If your Assimil or beginner content isn’t the type book/material you could go back over or use as reference for such things, the grammar book is a good idea. At 1,000 words, you’ll get mileage out of it, but you probably won’t “need” it until you finish that material or are doing well enough at lingq. I did it the cheap way and keep a book from school, but I would probably look at Dover’s Essentials or one of the other cheap, easier to read, and thin books. Hopefully they have lots of examples.

For me, listening at the “early stage” mostly for correct pronunciation. If you have the correct pronunciation, the voice in your head while reading will be able to know and understand the words better, which will help with understanding, remembering the word, and then later better listening and speaking skills.

Once you can do that, if you have time to really spend with the language, reading is where it’s at. If you don’t, that’s when you listen.

The other time to “specifically” listen is where you have a ton of grammar and vocab, but you need to have your listening skills “catch up.”

That’s what I’m doing now with the telenovelas. I can understanding everything when reading the subtitles, but the speech is fast so listening without them is tougher.

Hey thanks for your reply! I think once I have reached three months of Learning Spanish and should hopefully have about 5k known words I am gonna start watching some series on Netflix in Spanish with Spanish subtitles and see how I get on! prehaps still reading 2 hours a day like I do to build on my vocab and then watching an episode of a series a day!

That sounds good. Warning: foreign language entertainment isn’t the greatest. I think of lot of it is maturity. they are still “new” at it, so it’s pretty high on the lameness meter. However, it’s a learning experience and there are pretty senoritas all over.

I just started El Hotel de Los Secretos. More new words I’ve never seen, but not enough to inhibit understanding in anyway.

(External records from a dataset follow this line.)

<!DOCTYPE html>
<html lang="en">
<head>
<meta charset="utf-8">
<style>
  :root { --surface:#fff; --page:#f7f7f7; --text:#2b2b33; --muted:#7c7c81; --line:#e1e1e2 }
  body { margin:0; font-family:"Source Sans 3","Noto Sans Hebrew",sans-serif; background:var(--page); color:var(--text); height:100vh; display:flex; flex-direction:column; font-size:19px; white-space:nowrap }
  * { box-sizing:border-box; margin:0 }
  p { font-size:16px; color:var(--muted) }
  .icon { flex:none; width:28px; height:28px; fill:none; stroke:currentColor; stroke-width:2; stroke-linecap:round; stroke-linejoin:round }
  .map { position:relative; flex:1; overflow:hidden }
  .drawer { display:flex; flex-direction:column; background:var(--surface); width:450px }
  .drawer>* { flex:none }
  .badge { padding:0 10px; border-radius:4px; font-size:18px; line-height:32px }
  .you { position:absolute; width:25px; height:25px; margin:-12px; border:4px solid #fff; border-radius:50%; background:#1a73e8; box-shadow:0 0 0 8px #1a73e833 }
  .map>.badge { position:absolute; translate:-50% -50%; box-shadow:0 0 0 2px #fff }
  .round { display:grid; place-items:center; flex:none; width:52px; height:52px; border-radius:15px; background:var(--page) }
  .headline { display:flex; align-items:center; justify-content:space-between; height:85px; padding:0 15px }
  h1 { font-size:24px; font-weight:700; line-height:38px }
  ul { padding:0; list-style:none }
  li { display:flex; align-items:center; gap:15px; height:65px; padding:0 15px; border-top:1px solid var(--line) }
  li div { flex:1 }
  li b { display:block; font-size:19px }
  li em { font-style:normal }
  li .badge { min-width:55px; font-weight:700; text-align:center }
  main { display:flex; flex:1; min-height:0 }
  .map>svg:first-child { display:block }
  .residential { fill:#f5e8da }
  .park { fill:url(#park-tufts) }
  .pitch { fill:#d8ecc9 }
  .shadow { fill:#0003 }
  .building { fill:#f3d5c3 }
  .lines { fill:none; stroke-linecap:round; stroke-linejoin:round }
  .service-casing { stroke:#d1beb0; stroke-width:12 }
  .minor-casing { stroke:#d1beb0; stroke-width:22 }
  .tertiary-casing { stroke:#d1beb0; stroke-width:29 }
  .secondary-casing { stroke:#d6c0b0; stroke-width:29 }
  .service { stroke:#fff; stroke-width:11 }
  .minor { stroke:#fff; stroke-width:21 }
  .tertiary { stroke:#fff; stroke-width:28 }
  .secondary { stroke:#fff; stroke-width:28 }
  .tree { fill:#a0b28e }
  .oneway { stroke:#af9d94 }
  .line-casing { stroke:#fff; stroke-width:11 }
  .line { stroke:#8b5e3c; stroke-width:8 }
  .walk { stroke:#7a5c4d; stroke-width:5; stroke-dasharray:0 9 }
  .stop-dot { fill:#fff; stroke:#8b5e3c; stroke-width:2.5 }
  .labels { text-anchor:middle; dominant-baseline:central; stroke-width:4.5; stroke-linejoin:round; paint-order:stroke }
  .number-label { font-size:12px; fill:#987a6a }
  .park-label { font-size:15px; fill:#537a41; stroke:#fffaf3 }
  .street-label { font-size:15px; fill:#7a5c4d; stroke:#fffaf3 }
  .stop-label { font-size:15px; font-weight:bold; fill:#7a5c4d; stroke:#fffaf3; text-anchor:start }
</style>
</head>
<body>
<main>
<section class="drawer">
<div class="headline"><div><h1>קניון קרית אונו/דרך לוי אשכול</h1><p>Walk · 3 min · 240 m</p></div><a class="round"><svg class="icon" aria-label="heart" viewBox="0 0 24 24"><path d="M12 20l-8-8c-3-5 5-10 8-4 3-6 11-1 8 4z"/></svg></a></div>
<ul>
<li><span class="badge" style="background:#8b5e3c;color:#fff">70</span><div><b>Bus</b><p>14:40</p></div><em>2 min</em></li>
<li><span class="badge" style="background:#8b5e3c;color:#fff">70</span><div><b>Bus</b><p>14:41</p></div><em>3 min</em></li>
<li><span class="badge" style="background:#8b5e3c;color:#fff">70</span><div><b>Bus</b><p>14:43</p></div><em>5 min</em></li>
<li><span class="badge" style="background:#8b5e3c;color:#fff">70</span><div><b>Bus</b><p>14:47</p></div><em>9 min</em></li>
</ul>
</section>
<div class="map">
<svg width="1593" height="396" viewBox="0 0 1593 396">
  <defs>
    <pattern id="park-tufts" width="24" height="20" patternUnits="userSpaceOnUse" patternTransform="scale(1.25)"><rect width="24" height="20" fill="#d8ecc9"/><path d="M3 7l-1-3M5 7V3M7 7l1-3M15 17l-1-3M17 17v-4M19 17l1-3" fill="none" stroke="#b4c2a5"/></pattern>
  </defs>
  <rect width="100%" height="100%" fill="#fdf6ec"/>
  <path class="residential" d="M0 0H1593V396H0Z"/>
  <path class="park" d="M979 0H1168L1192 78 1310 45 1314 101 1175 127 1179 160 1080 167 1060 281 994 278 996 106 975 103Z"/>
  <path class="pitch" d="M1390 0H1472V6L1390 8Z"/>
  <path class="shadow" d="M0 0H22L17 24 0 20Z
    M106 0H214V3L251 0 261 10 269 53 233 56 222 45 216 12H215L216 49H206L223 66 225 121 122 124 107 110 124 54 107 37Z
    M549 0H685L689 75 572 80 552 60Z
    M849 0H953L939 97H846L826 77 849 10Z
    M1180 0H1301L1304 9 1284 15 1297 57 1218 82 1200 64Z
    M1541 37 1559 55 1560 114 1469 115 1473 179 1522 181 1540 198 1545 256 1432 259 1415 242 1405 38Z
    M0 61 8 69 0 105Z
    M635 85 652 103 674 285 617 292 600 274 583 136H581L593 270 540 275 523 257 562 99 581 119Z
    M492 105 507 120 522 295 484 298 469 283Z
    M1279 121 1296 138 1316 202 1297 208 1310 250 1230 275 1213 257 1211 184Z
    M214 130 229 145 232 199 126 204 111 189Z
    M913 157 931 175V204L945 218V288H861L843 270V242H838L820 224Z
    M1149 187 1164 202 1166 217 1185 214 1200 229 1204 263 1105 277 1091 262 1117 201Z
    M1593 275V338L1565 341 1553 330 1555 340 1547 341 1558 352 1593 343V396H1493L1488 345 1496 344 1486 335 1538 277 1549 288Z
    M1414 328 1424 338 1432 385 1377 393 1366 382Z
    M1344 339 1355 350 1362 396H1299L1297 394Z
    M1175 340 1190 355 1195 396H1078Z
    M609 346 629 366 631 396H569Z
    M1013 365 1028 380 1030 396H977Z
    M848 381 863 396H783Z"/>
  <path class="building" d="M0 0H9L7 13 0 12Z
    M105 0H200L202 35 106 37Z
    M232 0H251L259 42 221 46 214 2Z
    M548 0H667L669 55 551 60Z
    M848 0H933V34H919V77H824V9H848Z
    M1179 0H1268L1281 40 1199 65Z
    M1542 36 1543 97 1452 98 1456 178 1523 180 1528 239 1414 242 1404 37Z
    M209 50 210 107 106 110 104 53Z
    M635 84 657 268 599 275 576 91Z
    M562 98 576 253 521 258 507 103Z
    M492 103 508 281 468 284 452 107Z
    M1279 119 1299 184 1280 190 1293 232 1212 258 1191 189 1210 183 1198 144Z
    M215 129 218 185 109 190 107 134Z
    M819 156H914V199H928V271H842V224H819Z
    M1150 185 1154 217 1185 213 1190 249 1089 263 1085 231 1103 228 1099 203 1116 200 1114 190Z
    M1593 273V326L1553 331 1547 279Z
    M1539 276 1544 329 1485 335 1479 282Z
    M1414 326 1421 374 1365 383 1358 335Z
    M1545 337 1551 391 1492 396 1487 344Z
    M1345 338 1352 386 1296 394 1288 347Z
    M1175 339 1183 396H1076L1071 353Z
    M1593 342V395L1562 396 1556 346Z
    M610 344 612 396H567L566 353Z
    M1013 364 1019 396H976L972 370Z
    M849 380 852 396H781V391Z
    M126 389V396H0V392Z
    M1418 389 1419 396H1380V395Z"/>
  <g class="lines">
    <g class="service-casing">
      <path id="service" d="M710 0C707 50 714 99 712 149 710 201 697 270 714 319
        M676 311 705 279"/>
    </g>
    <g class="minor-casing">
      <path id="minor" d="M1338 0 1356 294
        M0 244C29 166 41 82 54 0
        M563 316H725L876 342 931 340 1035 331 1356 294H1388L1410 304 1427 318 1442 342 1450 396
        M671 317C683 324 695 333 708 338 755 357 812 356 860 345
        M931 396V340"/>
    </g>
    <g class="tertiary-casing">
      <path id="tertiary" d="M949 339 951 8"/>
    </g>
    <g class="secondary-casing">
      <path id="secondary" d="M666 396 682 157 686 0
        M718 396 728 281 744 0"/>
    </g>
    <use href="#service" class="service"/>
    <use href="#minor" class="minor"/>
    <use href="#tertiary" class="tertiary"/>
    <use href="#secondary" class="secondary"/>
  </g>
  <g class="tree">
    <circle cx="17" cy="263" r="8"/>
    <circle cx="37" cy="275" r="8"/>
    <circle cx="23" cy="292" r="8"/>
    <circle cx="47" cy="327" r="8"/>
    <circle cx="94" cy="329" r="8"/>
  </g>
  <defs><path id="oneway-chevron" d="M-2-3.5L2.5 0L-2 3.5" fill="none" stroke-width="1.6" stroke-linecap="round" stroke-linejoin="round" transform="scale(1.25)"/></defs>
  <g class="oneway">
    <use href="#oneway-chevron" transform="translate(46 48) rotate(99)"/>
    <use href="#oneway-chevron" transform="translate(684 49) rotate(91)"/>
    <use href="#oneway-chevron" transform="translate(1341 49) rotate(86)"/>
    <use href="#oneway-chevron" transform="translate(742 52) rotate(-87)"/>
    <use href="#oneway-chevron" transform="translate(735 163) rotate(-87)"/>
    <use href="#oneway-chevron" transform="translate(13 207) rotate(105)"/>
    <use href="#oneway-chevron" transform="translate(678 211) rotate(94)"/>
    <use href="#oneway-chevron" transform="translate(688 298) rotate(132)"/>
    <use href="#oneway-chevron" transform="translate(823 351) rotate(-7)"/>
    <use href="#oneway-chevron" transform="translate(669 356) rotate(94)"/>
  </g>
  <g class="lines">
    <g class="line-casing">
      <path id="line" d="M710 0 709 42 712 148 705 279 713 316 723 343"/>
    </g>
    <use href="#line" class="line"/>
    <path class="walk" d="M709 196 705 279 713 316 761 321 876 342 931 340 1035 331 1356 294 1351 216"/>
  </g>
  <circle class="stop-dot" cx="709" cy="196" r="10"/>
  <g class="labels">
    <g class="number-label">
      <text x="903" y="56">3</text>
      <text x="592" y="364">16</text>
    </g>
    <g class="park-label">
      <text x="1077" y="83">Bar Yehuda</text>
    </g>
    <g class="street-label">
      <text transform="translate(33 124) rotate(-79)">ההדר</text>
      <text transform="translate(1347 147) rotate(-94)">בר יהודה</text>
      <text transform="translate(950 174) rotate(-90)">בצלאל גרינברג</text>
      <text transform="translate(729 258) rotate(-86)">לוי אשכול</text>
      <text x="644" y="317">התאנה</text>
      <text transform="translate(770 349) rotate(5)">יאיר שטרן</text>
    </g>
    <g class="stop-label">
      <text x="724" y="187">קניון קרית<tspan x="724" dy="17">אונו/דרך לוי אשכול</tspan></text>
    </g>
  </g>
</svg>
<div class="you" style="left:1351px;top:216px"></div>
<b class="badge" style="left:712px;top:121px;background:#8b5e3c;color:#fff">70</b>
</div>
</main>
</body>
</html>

@LILingquist “foreign language entertainment isn’t the greatest”? Wow… where do I begin with this statement? I’m guessing you mean “entertainment that’s not in English.”(Even though English is a foreign language to most of the world’s population.) I think I’m also safe to assume that by “entertainment” you exclude the works of people like Kurosawa, Truffaut, Almadovar, Lee, and many others with more serious works.

I’m assuming you probably mean to say that popular entrainment, comedies, TV shows, action movies and the like, are “not the greatest” in foreign countries, and that only America, the birth place of Michael Bay, Honey BooBoo, and the Jersey Shore, is deemed worthy of providing such content at the quality that you approve of.

My guess is you’ve never heard of Pierre Richard, Luis de Funes, Roberto Benini, never seen Bureau des Legends, Man From Nowhere, Generation War, or anything by Jean Pierre Melville. The list of excellent comedies and superb movies from around the world is endless. However, you need not only language skills, but cultural awareness to truly appreciate the nuances of comedy, or the outlook on everyday day life as seen by a different culture to understand what makes well crafted entertainment great in its cultural context.

I hope your language adventures will provide you with this much needed context for you in the future.

I plan on watching Narcos on netflix I started watching it in English and stopped because I wanted to save it for Spanish

And if I do not got on with Spanish content the next piece of material would be Audio books

Where could I find all this content?

I would say around B1 level. At that point you’ll understand a good few words, and it’s a very good moment to start focusing more on listening and speaking skills, aim towards a more conversational level.

I now have over 10.000 words and just started watching a random tv series and I am almost completely lost, when will it end!

Based on my experience, the equivalent of an Advanced 2 level here on LingQ is about the minimum requirement for being able to watch TV and movies unassisted. That’s about 30K words and above, depending on the language, and that assumes a lot of listening practice.

I’ve just recently started turning off subtitles for my shows – I may have been able to get away with it sooner, but I have a lower tolerance for missing details of TV shows as opposed to books :slight_smile:

I guess I need to keep grinding away at Spanish.